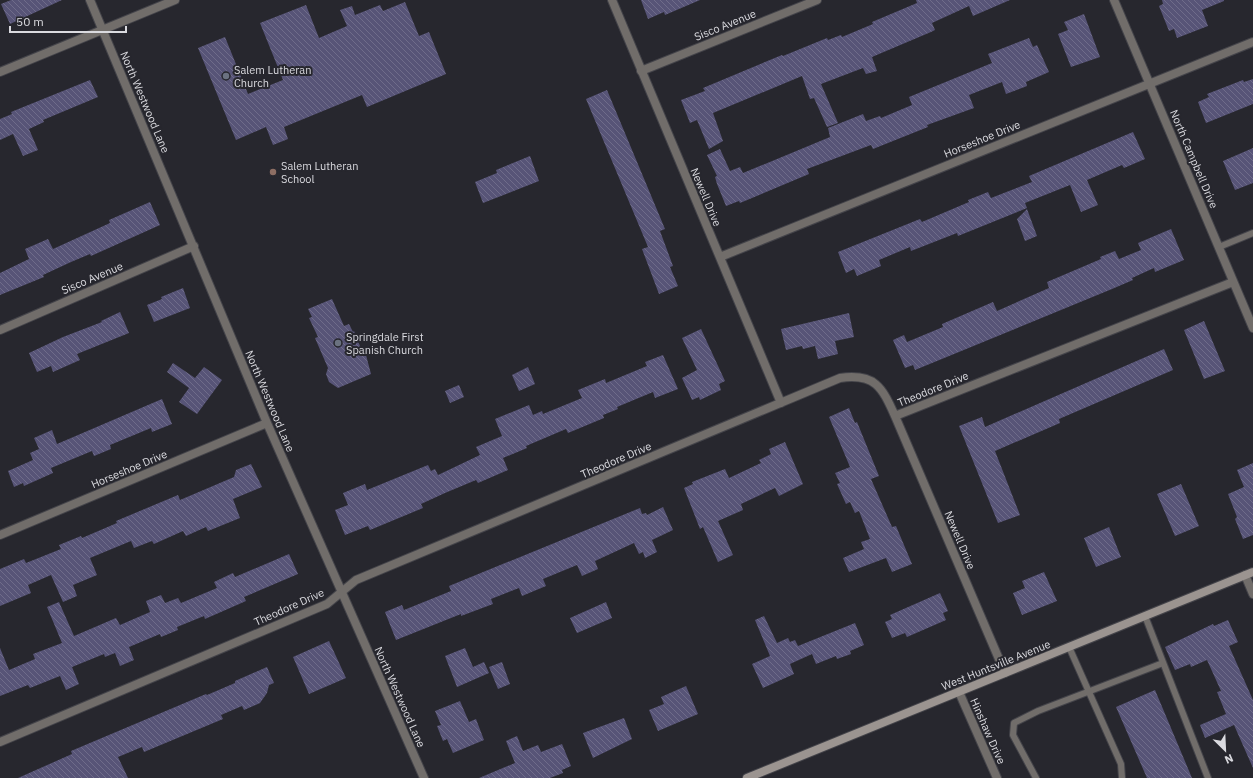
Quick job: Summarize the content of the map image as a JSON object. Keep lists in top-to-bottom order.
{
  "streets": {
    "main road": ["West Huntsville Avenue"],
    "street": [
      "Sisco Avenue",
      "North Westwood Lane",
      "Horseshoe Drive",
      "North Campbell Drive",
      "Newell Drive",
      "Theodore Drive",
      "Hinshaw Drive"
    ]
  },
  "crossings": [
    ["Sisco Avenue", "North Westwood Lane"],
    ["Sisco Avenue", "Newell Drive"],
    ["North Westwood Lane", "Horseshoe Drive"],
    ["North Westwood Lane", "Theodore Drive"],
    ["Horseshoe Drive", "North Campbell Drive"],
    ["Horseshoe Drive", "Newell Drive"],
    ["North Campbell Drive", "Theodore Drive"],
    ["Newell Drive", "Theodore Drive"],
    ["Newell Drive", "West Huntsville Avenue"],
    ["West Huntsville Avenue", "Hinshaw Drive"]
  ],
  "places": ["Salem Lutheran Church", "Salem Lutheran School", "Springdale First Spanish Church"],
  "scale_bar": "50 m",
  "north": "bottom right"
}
=-=-=-=-=
Your task:
Each line that holds the word "Hinshaw" should be extracted from the records.

Written solution:
      "Hinshaw Drive"
    ["West Huntsville Avenue", "Hinshaw Drive"]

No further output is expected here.